Every line below that includes the word "text" needs to be copied.
******
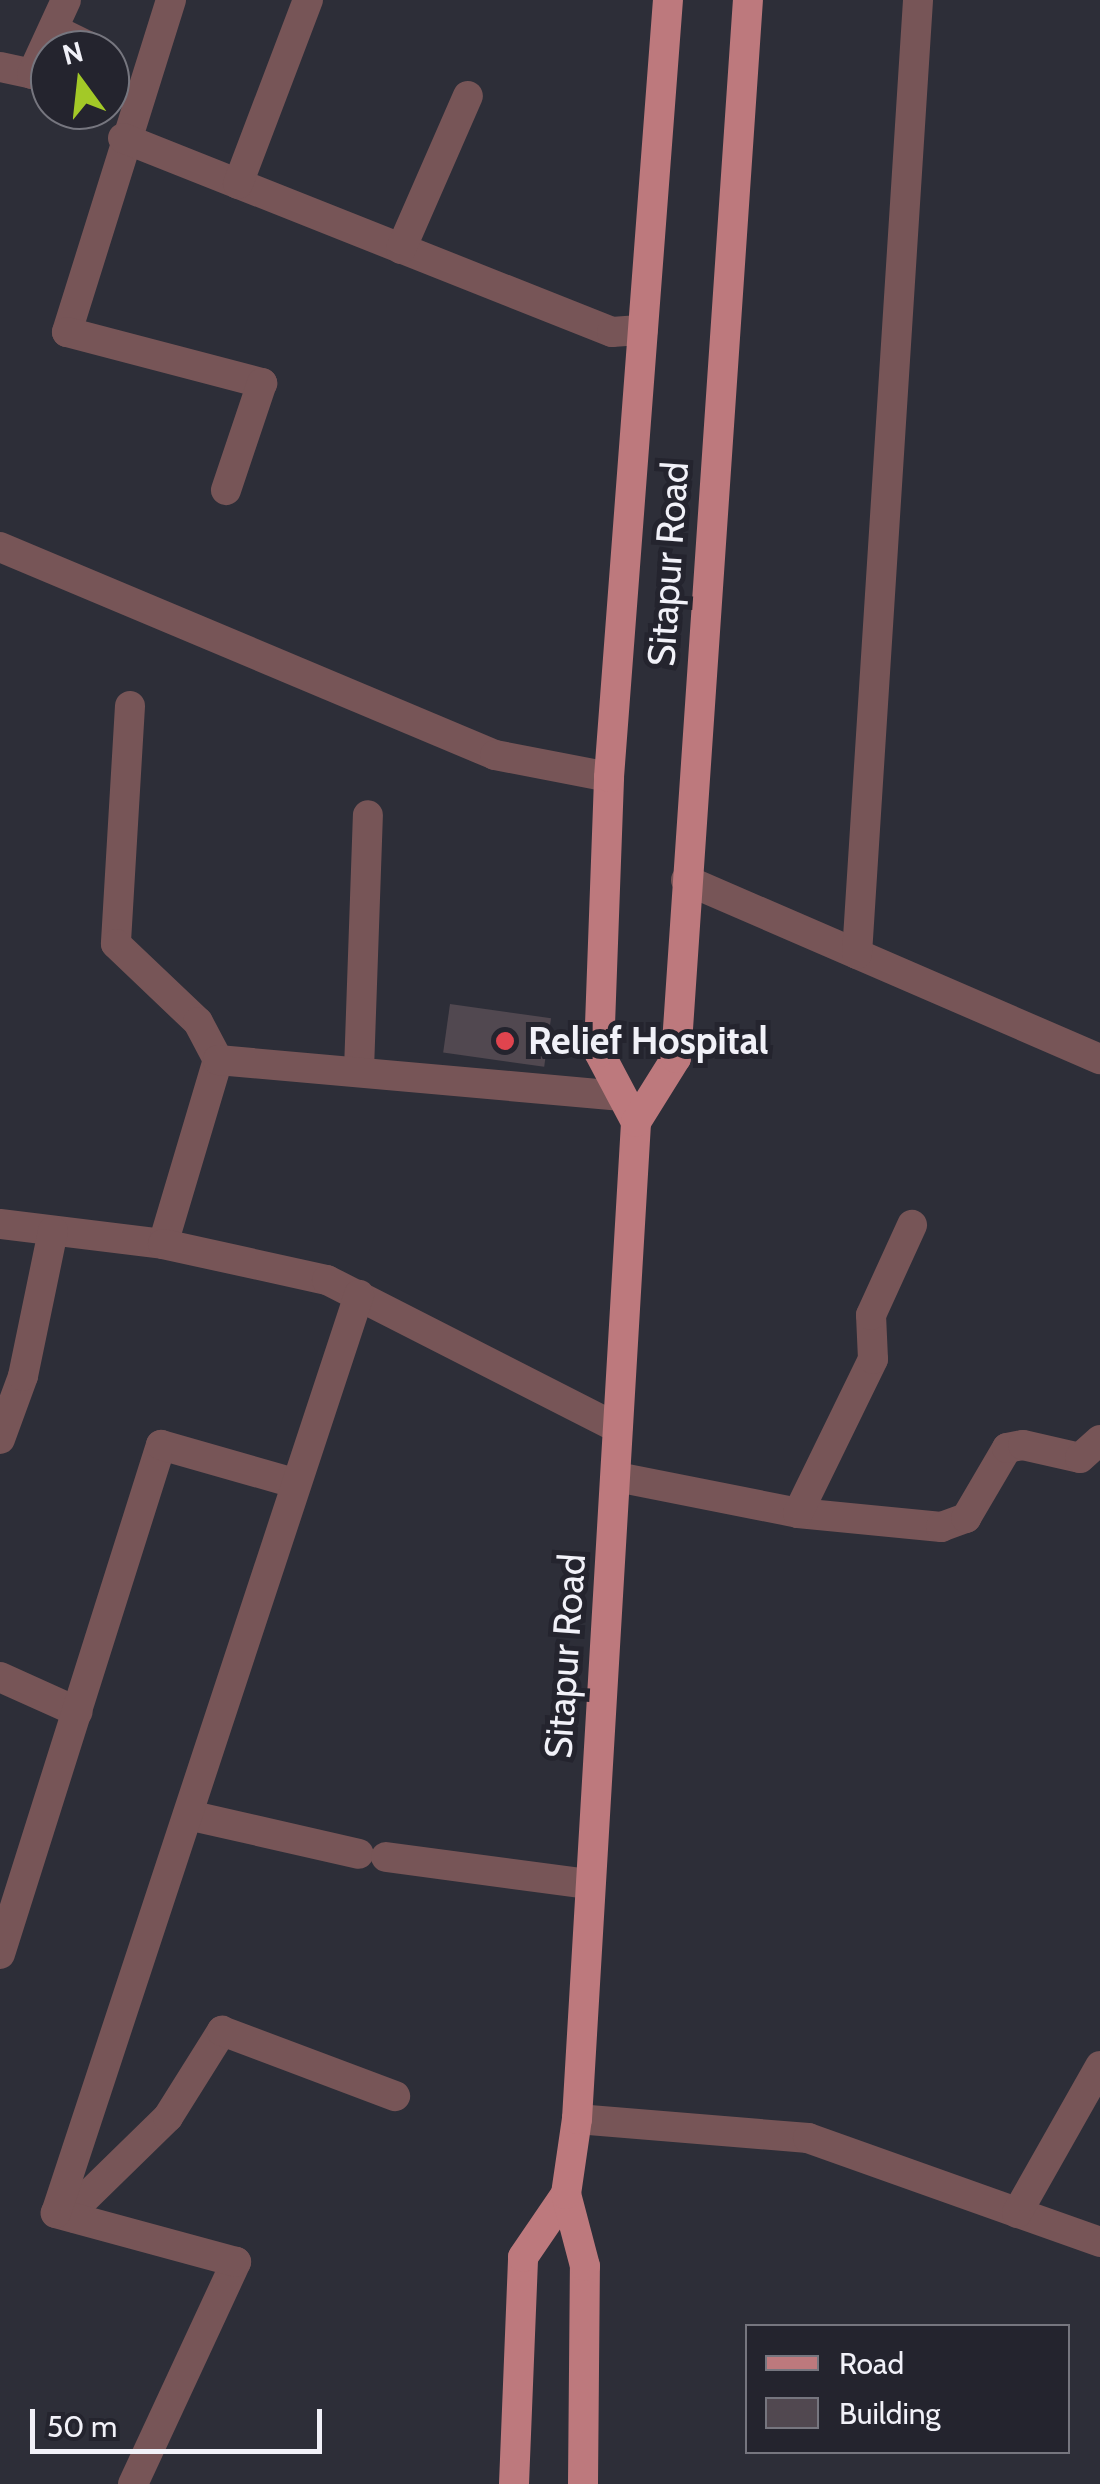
<!DOCTYPE html>
<html>
<head>
<meta charset="utf-8">
<style>
  body { margin:0 }
  #map { position:relative; width:1100px; height:2484px; overflow:hidden; background:#2d2e38; font-family:Cabin,sans-serif }
  div>[style] { position:absolute }
  .building>* { inset:0; background:#514850; transform-origin:0 0 }
  .street>* { height:30px; margin:-15px; padding:0 15px; transform-origin:15px; border-radius:15px; background:#775557 }
  .primary>* { height:30px; margin:-15px; padding:0 15px; transform-origin:15px; border-radius:15px; background:#bd797d }
  .dots>* { width:28px; height:28px; translate:-50% -50%; box-sizing:border-box; border:5px solid #24242e; border-radius:50% }
  span { translate:-50% -50%; white-space:nowrap; text-align:center; line-height:1.15; -webkit-text-stroke:10px #24242e; paint-order:stroke }
  .street-label { font-size:38px; color:#f1f1f8 }
  .poi-label { font-size:38px; color:#f1f1f8; font-weight:700 }
  .left { translate:0 -50%; text-align:left }
  .legend { position:absolute; left:745px; top:2324px; width:325px; height:130px; box-sizing:border-box; background:#24242e; border:2px solid #76767f; margin:0; padding:12px 18px; list-style:none; font-size:30px; color:#f1f1f8 }
  .legend li { display:flex; align-items:center; gap:20px; height:50px }
  .legend b { width:50px; border:2px solid #76767f }
  .north { position:absolute; left:30px; top:30px; width:100px; height:100px; box-sizing:border-box; background:#24242e; border:2px solid #76767f; border-radius:50%; rotate:345deg; font-size:28px; font-weight:700; line-height:40px; text-align:center; color:#f1f1f8 }
  .north::after { content:''; display:block; margin:auto; width:35px; height:45px; background:#a3c927; clip-path:polygon(50% 0,100% 100%,50% 72%,0 100%) }
  .scale { position:absolute; left:30px; top:2409px; width:292px; height:45px; box-sizing:border-box; border:5px solid #f1f1f8; border-top:0; padding-left:12px; font-size:30px; line-height:35px; white-space:nowrap; color:#f1f1f8; -webkit-text-stroke:8px #24242e; paint-order:stroke }
</style>
</head>
<body>
<div id="map">
  <div class="building">
    <i style="left:450px;top:1004px;width:102px;height:49px;rotate:8deg"></i>
  </div>
  <div class="street">
    <i style="left:171px;top:0;width:348px;rotate:107.4deg"></i>
    <i style="left:67px;top:332px;width:202px;rotate:14.7deg"></i>
    <i style="left:262px;top:383px;width:113px;rotate:108.6deg"></i>
    <i style="left:55px;top:30px;width:46px;rotate:26deg"></i>
    <i style="left:0;top:67px;width:33px;rotate:12deg"></i>
    <i style="left:32px;top:74px;width:81px;rotate:-65.3deg"></i>
    <i style="left:123px;top:138px;width:526px;rotate:21.64deg"></i>
    <i style="left:612px;top:332px;width:31px;rotate:-4deg"></i>
    <i style="left:238px;top:184px;width:197px;rotate:-69.2deg"></i>
    <i style="left:401px;top:249px;width:167px;rotate:-66.4deg"></i>
    <i style="left:0;top:547px;width:537px;rotate:22.79deg"></i>
    <i style="left:495px;top:755px;width:116px;rotate:10.9deg"></i>
    <i style="left:130px;top:706px;width:238px;rotate:93.4deg"></i>
    <i style="left:116px;top:944px;width:113px;rotate:43.6deg"></i>
    <i style="left:198px;top:1022px;width:43px;rotate:62.2deg"></i>
    <i style="left:686px;top:880px;width:451px;rotate:23.4deg"></i>
    <i style="left:857px;top:954px;width:956px;rotate:-86.34deg"></i>
    <i style="left:359px;top:1070px;width:255px;rotate:-88deg"></i>
    <i style="left:0;top:1224px;width:164px;rotate:7deg"></i>
    <i style="left:163px;top:1244px;width:192px;rotate:-73.4deg"></i>
    <i style="left:218px;top:1060px;width:403px;rotate:5.1deg"></i>
    <i style="left:163px;top:1244px;width:168px;rotate:12.4deg"></i>
    <i style="left:327px;top:1280px;width:326px;rotate:27deg"></i>
    <i style="left:0;top:1439px;width:67px;rotate:-69.9deg"></i>
    <i style="left:23px;top:1376px;width:148px;rotate:-78.3deg"></i>
    <i style="left:617px;top:1477px;width:185px;rotate:11.2deg"></i>
    <i style="left:798px;top:1513px;width:144px;rotate:5.6deg"></i>
    <i style="left:941px;top:1527px;width:27px;rotate:-20deg"></i>
    <i style="left:966px;top:1518px;width:81px;rotate:-59.6deg"></i>
    <i style="left:1007px;top:1448px;width:16px;rotate:-11deg"></i>
    <i style="left:1023px;top:1445px;width:58px;rotate:12.8deg"></i>
    <i style="left:1080px;top:1458px;width:27px;rotate:-42deg"></i>
    <i style="left:798px;top:1513px;width:171px;rotate:-64deg"></i>
    <i style="left:873px;top:1359px;width:44px;rotate:-92.6deg"></i>
    <i style="left:871px;top:1315px;width:99px;rotate:-65.5deg"></i>
    <i style="left:0;top:1677px;width:85px;rotate:24.2deg"></i>
    <i style="left:188px;top:1815px;width:175px;rotate:12.8deg"></i>
    <i style="left:386px;top:1857px;width:205px;rotate:7.6deg"></i>
    <i style="left:0;top:1954px;width:534px;rotate:-72.45deg"></i>
    <i style="left:161px;top:1445px;width:138px;rotate:15.9deg"></i>
    <i style="left:577px;top:2119px;width:232px;rotate:4.7deg"></i>
    <i style="left:808px;top:2138px;width:310px;rotate:19.6deg"></i>
    <i style="left:1017px;top:2213px;width:169px;rotate:-60.5deg"></i>
    <i style="left:75px;top:2218px;width:16px;rotate:-72deg"></i>
    <i style="left:80px;top:2203px;width:123px;rotate:-44.3deg"></i>
    <i style="left:168px;top:2117px;width:102px;rotate:-57.9deg"></i>
    <i style="left:222px;top:2031px;width:185px;rotate:20.6deg"></i>
    <i style="left:133px;top:2484px;width:245px;rotate:-65.1deg"></i>
    <i style="left:236px;top:2262px;width:187px;rotate:-164.8deg"></i>
    <i style="left:56px;top:2213px;width:967px;rotate:-71.73deg"></i>
  </div>
  <div class="primary">
    <i style="left:636px;top:1122px;width:79px;rotate:-117.9deg"></i>
    <i style="left:599px;top:1052px;width:275px;rotate:-87.9deg"></i>
    <i style="left:609px;top:777px;width:779px;rotate:-85.66deg"></i>
    <i style="left:514px;top:2484px;width:227px;rotate:-87.7deg"></i>
    <i style="left:523px;top:2257px;width:76px;rotate:-55.7deg"></i>
    <i style="left:583px;top:2484px;width:218px;rotate:-89.5deg"></i>
    <i style="left:585px;top:2266px;width:74px;rotate:-104.8deg"></i>
    <i style="left:566px;top:2194px;width:76px;rotate:-81.7deg"></i>
    <i style="left:577px;top:2119px;width:999px;rotate:-86.61deg"></i>
    <i style="left:636px;top:1122px;width:75px;rotate:-58deg"></i>
    <i style="left:676px;top:1058px;width:1060px;rotate:-86.11deg"></i>
  </div>
  <div class="dots">
    <i style="left:505px;top:1041px;background:#e0444e"></i>
  </div>
  <div class="street-label">
    <span style="left:668px;top:564px;rotate:-86deg">Sitapur Road</span>
    <span style="left:565px;top:1656px;rotate:-86deg">Sitapur Road</span>
  </div>
  <div class="poi-label">
    <span class="left" style="left:528px;top:1041px">Relief Hospital</span>
  </div>
  <ul class="legend">
  <li><b style="height:12px;background:#bd797d"></b>Road</li>
  <li><b style="height:28px;background:#514850"></b>Building</li>
  </ul>
  <div class="north">N</div>
  <div class="scale">50 m</div>
</div>
</body>
</html>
******
Task answer:
  span { translate:-50% -50%; white-space:nowrap; text-align:center; line-height:1.15; -webkit-text-stroke:10px #24242e; paint-order:stroke }
  .left { translate:0 -50%; text-align:left }
  .north { position:absolute; left:30px; top:30px; width:100px; height:100px; box-sizing:border-box; background:#24242e; border:2px solid #76767f; border-radius:50%; rotate:345deg; font-size:28px; font-weight:700; line-height:40px; text-align:center; color:#f1f1f8 }
  .scale { position:absolute; left:30px; top:2409px; width:292px; height:45px; box-sizing:border-box; border:5px solid #f1f1f8; border-top:0; padding-left:12px; font-size:30px; line-height:35px; white-space:nowrap; color:#f1f1f8; -webkit-text-stroke:8px #24242e; paint-order:stroke }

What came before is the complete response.